I don’t wanna play too much woulda, coulda, shoulda, but as much as I enjoyed the visual splendor of WATCHMEN, I wish I had seen the Paul Greengrass version instead. Greengrass is just a much grittier filmmaker than Snyder, and in the preproduction interviews for his doomed version, he seemed to understand the political elements of the story and not just the money shots.
Also, I think Snyder was somewhat the victim of the Internet Era of Fanboy Mobs. It’s not easy to adapt a beloved classic, granted. When Peter Jackson, Fran Walsh and Philippa Boyens did it with The Lord of the Rings — easily the most complex and yet satisfying beloved classic adaptation in recent history — they knew they had to make the fans happy, but they also had to make good movies, and so added all sorts of things, like the entire middle section of THE TWO TOWERS. And the fans loved it in the end (aside from a few truly anal people and relatives of JRR Tolkien). Jackson and Co. made changes from love and knowledge of the source material. But I think the Internet was a lot less fierce in its mob mentality and was a much smaller mob even ten years ago (when the LOTR films were made!!) then they are now, and Snyder knew he had to make all the bloggers happy with Easter eggs and in-jokes or else risk alienating with his pre-movie marketing campaign. I’m not sure that Snyder — who, at least at movie junkets, seems to be a decent, likable fellow, and is always described as affable — would have done that much better without the Internet, but it didn’t help.
In the end, the source material has triumphed. Even with a marketing campaign that’s been shoving them down everyone’s throat for six months or so, the Watchmen characters seem to have taken on an iconic status in the pop culture. The movie hasn’t even OPENED yet, and every still is already parodied and given multiple meanings. Most movie watchers think the “general public” won’t “get” WATCHMEN, and that’s probably true, but I’m not even sure it’s necessary anymore, given the way the Nerdocracy controls electronic literacy. The book will remain beloved. I think we’ll be seeing naked blue guys and guys in Rorschach masks walking around and being parodied for a long time. And, while I understand those who dismiss the film, it’s as far from a brainless “comic book action” picture as it could possibly be — from the way the story is structured to the way it plays out. In the end, I think that will prove to be a good thing.

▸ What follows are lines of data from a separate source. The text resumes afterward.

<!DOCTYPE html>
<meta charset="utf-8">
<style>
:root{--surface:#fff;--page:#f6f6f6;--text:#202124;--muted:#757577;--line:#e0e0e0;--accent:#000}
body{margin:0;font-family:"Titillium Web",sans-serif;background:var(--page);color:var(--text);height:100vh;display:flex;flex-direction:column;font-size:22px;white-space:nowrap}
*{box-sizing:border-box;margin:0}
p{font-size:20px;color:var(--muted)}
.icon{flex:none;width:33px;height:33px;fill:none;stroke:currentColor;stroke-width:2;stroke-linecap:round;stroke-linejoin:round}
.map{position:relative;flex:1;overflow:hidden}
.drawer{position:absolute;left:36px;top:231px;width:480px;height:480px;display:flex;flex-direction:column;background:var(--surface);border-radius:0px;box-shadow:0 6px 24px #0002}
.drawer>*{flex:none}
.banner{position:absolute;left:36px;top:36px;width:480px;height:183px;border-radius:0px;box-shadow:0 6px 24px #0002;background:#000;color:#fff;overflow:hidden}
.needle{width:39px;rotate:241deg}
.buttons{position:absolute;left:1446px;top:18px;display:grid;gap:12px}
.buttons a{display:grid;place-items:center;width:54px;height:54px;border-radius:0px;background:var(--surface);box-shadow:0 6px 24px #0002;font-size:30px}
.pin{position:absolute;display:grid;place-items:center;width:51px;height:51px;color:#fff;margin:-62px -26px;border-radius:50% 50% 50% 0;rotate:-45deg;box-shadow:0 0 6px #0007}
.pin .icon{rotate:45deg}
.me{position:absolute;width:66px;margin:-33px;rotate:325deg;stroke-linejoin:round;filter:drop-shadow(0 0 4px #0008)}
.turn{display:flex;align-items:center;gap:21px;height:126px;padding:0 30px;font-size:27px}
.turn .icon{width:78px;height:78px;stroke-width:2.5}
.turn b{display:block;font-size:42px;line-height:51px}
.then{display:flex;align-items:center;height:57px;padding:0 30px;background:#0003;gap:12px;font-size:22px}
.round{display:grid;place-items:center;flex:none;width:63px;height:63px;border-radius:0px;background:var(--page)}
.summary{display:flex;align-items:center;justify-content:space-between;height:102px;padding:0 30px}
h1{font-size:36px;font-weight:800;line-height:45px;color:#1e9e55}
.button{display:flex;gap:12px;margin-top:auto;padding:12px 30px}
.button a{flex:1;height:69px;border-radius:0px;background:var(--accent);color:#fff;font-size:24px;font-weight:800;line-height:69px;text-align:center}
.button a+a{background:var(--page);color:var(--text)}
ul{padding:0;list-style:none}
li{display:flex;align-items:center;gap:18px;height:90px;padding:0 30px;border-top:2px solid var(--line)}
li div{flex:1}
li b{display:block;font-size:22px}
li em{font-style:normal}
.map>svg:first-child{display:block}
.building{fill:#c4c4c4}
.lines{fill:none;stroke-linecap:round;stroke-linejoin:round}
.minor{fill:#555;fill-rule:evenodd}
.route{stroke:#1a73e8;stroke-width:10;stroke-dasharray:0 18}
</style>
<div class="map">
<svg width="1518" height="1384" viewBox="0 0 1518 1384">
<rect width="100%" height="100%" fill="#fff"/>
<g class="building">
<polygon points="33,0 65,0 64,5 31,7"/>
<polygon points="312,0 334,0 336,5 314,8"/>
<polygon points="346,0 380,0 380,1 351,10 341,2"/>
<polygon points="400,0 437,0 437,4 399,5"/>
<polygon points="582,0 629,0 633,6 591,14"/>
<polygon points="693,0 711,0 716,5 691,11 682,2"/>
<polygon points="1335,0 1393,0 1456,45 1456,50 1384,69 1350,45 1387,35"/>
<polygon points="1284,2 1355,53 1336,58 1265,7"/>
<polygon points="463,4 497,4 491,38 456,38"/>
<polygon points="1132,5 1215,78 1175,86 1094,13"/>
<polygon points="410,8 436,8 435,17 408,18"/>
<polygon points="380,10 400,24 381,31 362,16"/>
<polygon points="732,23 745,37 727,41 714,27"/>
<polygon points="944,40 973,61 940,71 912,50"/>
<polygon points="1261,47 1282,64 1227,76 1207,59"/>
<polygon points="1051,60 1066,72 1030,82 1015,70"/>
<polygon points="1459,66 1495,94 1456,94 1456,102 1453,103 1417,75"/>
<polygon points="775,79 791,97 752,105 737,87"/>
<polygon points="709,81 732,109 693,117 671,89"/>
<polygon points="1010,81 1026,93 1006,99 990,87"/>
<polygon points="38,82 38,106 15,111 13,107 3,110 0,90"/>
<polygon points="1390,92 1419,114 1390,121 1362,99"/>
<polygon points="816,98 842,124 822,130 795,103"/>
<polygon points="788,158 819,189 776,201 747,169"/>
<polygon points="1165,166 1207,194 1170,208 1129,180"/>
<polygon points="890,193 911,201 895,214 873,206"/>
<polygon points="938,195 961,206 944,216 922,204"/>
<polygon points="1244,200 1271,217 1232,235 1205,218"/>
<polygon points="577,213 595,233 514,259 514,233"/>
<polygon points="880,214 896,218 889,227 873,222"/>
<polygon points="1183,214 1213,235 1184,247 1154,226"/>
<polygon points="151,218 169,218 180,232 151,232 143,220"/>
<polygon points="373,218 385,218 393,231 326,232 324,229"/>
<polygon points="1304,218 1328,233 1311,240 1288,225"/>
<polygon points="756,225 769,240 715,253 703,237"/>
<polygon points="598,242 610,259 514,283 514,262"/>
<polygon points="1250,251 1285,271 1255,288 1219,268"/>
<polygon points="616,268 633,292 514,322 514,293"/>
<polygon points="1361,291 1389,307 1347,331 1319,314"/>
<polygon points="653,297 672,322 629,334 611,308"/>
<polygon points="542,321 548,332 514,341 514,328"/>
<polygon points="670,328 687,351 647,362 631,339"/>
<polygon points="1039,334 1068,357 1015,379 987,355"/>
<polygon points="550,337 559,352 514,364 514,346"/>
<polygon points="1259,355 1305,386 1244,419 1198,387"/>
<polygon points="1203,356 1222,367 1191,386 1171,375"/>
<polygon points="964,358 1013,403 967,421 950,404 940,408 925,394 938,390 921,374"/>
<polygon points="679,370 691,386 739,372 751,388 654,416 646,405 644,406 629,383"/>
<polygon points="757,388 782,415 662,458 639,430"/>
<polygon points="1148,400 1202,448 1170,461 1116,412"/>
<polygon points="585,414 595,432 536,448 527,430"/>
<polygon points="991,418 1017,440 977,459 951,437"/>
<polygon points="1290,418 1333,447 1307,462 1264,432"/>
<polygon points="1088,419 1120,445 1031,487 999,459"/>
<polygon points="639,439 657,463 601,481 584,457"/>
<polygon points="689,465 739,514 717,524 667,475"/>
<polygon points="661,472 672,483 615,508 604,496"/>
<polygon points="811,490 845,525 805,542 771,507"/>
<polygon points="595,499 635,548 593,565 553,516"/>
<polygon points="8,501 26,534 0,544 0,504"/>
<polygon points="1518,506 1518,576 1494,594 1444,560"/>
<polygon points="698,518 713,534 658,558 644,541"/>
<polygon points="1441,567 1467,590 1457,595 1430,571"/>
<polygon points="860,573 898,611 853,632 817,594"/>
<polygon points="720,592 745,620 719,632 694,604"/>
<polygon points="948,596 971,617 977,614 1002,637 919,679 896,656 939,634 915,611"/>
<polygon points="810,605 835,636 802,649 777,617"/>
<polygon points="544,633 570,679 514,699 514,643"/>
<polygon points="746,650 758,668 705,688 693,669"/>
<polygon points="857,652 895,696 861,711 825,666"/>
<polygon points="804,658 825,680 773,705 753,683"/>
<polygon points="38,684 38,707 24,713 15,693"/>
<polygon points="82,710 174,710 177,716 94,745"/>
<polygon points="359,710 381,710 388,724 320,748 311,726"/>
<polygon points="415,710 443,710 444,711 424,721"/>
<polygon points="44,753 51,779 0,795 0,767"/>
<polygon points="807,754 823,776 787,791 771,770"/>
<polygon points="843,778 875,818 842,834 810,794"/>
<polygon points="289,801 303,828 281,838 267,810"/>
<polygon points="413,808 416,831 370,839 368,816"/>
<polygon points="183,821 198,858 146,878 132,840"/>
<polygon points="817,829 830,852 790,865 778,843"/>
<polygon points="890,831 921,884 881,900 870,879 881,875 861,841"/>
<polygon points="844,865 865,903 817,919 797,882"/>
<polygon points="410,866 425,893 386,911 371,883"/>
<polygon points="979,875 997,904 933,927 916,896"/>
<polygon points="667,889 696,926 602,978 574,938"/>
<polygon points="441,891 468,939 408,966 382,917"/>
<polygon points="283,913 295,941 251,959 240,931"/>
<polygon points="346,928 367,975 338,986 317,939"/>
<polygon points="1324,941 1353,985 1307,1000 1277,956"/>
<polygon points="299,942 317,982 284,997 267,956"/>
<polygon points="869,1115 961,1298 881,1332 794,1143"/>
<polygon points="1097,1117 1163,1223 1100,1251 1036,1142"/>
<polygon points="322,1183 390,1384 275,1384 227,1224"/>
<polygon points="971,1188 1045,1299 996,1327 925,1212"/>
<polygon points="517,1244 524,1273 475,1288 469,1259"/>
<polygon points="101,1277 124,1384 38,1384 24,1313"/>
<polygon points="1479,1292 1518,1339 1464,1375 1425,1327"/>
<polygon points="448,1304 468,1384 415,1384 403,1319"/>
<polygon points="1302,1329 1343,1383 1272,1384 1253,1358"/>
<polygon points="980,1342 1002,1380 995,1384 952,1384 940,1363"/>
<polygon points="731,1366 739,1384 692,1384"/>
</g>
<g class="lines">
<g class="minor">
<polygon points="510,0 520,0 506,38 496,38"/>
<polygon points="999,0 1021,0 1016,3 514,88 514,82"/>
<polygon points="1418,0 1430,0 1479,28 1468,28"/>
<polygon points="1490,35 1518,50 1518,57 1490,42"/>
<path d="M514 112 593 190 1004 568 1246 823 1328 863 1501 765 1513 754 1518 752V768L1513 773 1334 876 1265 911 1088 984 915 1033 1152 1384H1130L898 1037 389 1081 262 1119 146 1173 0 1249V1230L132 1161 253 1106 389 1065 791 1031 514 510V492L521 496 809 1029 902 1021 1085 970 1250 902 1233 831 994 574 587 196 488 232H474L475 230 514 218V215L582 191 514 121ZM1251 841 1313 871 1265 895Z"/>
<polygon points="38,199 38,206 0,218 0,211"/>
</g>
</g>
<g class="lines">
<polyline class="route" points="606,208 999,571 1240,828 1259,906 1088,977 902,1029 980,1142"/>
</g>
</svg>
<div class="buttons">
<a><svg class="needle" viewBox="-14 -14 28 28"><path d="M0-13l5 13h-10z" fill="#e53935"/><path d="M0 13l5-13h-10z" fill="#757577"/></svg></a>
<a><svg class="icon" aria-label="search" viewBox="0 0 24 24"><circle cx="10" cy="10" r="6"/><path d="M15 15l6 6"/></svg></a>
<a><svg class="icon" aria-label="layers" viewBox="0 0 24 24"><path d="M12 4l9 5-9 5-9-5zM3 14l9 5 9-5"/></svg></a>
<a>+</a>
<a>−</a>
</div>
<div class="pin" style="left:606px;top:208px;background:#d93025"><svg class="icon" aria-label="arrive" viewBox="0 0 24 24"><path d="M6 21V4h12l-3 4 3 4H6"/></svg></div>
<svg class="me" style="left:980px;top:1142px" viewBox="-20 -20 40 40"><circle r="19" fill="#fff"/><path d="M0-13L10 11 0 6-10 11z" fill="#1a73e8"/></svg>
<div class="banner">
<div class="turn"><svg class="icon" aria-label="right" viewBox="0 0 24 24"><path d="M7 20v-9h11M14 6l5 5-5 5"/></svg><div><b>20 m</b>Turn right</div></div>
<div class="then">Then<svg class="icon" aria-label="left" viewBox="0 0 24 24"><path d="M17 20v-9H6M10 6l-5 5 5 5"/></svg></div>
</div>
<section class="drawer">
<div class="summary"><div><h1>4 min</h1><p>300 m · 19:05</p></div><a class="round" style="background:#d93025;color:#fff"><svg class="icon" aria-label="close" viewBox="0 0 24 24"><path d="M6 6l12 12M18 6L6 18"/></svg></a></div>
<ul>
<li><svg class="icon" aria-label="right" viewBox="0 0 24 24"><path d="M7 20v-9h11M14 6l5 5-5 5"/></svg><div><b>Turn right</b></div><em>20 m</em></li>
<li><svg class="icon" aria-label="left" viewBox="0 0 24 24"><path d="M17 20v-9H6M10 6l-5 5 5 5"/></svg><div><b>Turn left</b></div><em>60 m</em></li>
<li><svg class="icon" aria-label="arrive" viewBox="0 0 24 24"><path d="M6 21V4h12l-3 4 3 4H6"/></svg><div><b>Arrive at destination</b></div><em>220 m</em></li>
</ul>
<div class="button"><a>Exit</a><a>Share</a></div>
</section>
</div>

A few final notes and links: I had no idea that Snyder is a tattooed freak, as W Magazine revealed. And, this will probably be our final go-round with the guy — after 300 and WATCHMEN, it’s time to move away from the spinner rack. As he told Suicide Girls, “Someone was like, ‘What comic book movie are you going to do next?’ I’m like yeah, I don’t think I’m doing another comic book. What am I going to do, Archie and Jughead? What’s the follow up?'”
In Northhampton, the bearded man laughs, as he always does.